The data
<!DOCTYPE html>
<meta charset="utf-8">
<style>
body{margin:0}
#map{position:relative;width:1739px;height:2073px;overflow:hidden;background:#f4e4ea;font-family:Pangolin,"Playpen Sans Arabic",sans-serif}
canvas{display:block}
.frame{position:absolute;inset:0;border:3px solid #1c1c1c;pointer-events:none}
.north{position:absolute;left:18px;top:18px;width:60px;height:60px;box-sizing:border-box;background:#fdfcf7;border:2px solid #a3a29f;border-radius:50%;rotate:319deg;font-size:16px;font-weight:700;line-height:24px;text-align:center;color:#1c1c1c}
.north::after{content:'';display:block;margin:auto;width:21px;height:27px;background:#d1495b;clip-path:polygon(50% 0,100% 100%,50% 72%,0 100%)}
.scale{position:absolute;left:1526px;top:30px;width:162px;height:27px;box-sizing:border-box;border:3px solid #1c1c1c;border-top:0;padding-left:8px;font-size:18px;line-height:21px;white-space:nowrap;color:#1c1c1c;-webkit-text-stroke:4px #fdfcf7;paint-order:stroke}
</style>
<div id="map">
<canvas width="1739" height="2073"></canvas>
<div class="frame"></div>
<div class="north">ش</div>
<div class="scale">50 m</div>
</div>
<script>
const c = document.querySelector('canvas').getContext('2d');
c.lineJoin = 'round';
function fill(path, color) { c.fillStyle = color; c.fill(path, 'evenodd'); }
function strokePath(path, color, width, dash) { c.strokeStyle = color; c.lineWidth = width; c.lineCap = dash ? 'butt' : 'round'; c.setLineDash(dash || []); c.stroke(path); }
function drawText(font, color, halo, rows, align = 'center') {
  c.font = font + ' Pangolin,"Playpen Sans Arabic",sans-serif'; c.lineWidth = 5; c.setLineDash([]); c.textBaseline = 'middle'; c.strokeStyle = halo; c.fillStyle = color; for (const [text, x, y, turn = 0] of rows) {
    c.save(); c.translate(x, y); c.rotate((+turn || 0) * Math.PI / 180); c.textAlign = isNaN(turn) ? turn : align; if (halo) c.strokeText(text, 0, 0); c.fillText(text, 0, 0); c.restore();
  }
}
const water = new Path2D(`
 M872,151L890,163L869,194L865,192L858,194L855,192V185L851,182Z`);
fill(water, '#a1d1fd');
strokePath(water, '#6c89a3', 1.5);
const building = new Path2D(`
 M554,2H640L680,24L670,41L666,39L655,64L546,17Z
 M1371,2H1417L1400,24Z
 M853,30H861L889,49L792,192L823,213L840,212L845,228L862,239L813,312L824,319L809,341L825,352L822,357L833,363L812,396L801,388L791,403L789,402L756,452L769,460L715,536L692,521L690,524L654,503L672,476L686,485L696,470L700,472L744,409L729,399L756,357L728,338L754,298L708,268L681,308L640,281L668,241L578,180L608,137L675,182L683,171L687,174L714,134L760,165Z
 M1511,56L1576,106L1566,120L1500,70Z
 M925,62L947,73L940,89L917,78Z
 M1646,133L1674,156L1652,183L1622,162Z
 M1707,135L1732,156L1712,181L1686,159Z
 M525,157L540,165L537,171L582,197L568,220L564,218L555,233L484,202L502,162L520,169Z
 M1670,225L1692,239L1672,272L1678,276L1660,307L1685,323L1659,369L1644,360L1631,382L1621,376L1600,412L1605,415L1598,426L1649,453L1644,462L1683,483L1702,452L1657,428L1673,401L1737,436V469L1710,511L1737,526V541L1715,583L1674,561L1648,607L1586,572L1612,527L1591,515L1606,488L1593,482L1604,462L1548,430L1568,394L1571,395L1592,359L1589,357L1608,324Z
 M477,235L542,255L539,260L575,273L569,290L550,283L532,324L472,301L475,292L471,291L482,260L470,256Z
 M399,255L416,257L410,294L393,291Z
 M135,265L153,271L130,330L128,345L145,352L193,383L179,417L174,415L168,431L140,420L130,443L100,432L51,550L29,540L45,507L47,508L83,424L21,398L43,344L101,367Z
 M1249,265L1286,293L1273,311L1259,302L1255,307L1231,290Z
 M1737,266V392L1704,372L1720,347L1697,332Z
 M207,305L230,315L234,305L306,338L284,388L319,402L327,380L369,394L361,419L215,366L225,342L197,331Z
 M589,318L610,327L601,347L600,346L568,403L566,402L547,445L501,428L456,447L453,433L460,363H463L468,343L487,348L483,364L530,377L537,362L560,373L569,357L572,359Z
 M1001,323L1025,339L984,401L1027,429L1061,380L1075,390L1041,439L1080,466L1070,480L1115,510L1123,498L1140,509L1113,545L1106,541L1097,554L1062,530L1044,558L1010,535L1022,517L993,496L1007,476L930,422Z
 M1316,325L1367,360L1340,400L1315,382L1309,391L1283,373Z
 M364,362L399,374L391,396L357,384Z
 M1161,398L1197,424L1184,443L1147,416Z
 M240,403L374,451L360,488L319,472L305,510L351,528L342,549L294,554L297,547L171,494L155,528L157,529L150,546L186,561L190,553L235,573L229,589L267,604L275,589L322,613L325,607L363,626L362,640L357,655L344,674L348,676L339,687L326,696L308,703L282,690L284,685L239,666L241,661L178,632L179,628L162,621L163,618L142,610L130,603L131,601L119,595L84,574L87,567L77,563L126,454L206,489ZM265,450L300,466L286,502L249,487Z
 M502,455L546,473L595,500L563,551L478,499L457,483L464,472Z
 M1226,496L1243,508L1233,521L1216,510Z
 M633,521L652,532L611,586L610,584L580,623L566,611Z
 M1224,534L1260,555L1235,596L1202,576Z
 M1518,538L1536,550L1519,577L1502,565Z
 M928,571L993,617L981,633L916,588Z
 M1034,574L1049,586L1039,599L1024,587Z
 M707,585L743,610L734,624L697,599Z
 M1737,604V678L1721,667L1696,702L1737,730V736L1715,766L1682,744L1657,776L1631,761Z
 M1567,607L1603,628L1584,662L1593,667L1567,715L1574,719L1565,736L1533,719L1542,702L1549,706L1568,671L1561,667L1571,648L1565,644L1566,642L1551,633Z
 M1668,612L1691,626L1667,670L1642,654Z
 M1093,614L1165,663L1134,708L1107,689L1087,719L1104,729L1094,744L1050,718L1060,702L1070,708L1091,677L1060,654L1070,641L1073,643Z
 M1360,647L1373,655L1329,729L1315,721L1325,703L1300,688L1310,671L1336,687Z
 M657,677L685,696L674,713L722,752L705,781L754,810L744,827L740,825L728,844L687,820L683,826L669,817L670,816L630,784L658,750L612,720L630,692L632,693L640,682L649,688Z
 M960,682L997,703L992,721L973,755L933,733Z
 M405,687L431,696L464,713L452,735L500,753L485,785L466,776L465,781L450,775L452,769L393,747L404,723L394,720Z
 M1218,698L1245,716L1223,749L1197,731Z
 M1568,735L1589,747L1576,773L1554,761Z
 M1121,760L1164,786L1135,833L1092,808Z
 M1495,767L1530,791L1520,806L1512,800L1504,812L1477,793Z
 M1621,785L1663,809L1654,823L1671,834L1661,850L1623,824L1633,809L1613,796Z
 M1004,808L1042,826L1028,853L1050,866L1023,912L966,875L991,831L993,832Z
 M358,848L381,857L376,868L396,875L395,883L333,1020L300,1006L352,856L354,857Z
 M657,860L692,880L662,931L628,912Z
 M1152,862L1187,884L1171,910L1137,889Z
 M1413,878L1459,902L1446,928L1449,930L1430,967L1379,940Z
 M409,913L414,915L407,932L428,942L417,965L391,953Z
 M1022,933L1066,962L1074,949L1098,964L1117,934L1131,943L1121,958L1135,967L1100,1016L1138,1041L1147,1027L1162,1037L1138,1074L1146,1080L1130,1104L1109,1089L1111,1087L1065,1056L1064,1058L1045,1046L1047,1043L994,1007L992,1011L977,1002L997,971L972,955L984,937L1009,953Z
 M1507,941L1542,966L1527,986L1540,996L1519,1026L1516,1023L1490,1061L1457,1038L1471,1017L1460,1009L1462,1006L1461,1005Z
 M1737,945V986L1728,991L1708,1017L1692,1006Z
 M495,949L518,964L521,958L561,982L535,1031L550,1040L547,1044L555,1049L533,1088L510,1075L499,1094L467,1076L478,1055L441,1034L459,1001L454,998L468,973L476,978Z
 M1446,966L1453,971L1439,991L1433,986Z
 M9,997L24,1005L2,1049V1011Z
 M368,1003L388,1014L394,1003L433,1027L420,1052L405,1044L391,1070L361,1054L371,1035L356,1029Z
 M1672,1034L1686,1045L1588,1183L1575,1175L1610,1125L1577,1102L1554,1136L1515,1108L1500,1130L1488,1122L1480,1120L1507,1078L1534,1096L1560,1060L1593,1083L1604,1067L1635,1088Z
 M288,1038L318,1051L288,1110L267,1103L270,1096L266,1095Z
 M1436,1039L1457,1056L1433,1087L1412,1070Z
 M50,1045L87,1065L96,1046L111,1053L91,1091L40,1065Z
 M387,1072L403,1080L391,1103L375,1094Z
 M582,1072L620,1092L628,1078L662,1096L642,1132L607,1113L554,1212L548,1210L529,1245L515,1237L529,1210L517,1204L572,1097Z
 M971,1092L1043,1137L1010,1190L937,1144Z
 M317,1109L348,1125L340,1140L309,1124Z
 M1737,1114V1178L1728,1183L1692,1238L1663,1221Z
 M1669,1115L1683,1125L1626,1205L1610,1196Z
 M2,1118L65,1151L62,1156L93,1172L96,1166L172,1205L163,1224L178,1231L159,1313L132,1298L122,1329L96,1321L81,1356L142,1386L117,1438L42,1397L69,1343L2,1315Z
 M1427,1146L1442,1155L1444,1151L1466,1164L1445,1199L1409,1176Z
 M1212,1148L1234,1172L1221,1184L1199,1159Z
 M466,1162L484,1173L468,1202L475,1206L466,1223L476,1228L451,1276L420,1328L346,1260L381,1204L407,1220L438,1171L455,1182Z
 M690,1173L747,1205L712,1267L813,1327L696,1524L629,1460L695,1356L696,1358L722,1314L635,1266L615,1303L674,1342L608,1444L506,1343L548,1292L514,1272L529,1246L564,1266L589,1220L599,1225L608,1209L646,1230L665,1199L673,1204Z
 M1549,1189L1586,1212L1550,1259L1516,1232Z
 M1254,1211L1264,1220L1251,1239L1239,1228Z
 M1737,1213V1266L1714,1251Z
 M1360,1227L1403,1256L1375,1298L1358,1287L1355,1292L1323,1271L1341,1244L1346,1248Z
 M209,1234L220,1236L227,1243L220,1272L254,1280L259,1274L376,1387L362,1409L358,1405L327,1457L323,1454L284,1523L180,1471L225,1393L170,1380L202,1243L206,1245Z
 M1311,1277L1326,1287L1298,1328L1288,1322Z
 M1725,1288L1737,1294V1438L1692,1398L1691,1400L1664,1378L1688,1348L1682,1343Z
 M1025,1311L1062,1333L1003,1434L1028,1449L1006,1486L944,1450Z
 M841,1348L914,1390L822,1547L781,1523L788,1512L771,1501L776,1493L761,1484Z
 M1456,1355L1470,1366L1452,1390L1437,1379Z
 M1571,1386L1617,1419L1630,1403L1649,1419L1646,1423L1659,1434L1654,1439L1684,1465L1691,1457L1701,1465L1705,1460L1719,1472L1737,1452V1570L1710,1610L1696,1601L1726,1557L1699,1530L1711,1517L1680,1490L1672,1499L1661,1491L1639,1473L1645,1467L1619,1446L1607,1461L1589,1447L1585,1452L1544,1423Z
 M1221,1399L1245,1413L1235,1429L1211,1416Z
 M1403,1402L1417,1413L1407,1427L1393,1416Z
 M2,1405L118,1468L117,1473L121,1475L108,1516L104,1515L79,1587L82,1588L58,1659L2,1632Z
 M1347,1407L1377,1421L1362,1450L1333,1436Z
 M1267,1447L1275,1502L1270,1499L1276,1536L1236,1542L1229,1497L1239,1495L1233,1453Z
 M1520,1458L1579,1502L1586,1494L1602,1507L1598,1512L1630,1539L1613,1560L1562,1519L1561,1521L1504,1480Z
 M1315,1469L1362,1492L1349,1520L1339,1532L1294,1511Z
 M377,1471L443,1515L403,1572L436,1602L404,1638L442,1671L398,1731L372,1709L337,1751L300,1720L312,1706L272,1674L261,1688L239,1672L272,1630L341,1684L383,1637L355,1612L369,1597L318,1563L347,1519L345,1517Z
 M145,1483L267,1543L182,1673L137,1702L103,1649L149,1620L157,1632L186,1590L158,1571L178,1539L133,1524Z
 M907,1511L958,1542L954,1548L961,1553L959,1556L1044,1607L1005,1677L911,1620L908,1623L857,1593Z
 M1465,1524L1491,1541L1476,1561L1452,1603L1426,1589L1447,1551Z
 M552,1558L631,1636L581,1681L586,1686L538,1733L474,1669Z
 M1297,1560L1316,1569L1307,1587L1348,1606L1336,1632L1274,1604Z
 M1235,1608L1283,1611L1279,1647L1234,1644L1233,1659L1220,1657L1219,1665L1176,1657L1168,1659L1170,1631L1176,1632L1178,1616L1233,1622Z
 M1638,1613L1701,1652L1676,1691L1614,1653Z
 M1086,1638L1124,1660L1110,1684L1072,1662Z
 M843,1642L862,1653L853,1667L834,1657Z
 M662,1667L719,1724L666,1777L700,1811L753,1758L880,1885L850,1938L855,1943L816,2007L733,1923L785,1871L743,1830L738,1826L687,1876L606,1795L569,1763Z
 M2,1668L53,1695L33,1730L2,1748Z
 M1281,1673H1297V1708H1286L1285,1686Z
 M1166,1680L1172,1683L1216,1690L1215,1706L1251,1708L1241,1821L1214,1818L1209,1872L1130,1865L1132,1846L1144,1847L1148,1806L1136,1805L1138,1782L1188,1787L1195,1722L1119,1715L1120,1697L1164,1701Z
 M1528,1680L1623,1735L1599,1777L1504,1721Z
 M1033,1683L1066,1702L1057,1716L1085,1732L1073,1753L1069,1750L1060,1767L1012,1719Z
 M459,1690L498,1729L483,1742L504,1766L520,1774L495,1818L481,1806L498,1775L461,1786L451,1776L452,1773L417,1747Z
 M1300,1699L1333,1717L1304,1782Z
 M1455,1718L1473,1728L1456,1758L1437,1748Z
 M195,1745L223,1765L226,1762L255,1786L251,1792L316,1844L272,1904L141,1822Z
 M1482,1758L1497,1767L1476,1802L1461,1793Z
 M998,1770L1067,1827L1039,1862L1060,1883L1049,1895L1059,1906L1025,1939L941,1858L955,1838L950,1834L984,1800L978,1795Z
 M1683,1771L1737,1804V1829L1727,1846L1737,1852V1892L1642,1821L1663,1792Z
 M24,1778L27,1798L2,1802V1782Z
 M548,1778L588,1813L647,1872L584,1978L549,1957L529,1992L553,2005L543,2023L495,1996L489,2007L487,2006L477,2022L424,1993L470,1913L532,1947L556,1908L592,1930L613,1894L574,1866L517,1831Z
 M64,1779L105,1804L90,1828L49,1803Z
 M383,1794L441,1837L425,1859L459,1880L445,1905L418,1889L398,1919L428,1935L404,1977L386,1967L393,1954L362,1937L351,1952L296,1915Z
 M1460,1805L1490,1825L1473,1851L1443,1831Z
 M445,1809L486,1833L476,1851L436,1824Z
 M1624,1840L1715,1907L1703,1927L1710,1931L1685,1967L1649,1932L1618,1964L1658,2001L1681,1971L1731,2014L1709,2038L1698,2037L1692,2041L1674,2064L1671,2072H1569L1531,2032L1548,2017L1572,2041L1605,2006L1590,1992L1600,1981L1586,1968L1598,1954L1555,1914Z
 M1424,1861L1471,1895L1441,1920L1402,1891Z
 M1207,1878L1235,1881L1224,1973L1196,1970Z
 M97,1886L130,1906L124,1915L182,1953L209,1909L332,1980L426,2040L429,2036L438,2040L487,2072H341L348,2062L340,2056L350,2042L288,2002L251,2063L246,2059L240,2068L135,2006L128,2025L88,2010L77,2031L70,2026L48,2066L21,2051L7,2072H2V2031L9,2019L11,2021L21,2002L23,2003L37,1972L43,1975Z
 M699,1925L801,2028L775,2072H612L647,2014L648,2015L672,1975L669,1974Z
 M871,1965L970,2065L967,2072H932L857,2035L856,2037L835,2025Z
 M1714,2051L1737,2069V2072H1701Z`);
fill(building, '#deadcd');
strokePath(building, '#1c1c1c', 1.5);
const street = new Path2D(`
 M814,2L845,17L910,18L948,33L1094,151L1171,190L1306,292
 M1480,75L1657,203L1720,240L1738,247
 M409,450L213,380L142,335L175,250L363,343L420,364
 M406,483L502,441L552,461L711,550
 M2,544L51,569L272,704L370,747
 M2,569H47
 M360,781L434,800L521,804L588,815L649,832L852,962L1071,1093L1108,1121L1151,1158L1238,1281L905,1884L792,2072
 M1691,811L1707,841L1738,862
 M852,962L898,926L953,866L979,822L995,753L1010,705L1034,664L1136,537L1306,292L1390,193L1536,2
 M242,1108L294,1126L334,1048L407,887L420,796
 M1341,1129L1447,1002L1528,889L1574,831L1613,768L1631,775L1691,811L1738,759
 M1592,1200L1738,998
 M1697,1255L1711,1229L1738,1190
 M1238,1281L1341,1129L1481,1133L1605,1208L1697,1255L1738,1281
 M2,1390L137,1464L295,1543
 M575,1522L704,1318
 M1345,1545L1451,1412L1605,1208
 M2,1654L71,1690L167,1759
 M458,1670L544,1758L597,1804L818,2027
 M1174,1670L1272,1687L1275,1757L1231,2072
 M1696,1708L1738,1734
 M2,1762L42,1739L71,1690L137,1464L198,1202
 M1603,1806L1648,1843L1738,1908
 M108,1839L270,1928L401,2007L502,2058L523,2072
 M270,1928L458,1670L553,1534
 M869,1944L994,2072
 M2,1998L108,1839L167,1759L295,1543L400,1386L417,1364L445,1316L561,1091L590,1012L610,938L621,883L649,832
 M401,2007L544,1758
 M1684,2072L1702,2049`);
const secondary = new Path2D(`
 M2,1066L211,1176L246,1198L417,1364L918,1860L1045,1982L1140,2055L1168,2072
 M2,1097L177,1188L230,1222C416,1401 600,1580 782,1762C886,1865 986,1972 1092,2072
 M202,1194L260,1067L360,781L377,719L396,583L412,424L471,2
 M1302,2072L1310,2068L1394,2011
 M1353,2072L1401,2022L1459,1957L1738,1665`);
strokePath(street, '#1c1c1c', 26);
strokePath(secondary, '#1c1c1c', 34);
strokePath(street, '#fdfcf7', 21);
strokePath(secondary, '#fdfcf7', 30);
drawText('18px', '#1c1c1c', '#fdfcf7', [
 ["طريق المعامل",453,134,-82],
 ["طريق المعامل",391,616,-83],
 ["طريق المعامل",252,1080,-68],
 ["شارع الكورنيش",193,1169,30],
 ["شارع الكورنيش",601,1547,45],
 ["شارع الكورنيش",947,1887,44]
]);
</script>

Instructions to follow
Reproduce the entries exactly, starting at their first line and stopping after the line with "function drawText(font, color, halo, rows, align".

Completed task
<!DOCTYPE html>
<meta charset="utf-8">
<style>
body{margin:0}
#map{position:relative;width:1739px;height:2073px;overflow:hidden;background:#f4e4ea;font-family:Pangolin,"Playpen Sans Arabic",sans-serif}
canvas{display:block}
.frame{position:absolute;inset:0;border:3px solid #1c1c1c;pointer-events:none}
.north{position:absolute;left:18px;top:18px;width:60px;height:60px;box-sizing:border-box;background:#fdfcf7;border:2px solid #a3a29f;border-radius:50%;rotate:319deg;font-size:16px;font-weight:700;line-height:24px;text-align:center;color:#1c1c1c}
.north::after{content:'';display:block;margin:auto;width:21px;height:27px;background:#d1495b;clip-path:polygon(50% 0,100% 100%,50% 72%,0 100%)}
.scale{position:absolute;left:1526px;top:30px;width:162px;height:27px;box-sizing:border-box;border:3px solid #1c1c1c;border-top:0;padding-left:8px;font-size:18px;line-height:21px;white-space:nowrap;color:#1c1c1c;-webkit-text-stroke:4px #fdfcf7;paint-order:stroke}
</style>
<div id="map">
<canvas width="1739" height="2073"></canvas>
<div class="frame"></div>
<div class="north">ش</div>
<div class="scale">50 m</div>
</div>
<script>
const c = document.querySelector('canvas').getContext('2d');
c.lineJoin = 'round';
function fill(path, color) { c.fillStyle = color; c.fill(path, 'evenodd'); }
function strokePath(path, color, width, dash) { c.strokeStyle = color; c.lineWidth = width; c.lineCap = dash ? 'butt' : 'round'; c.setLineDash(dash || []); c.stroke(path); }
function drawText(font, color, halo, rows, align = 'center') {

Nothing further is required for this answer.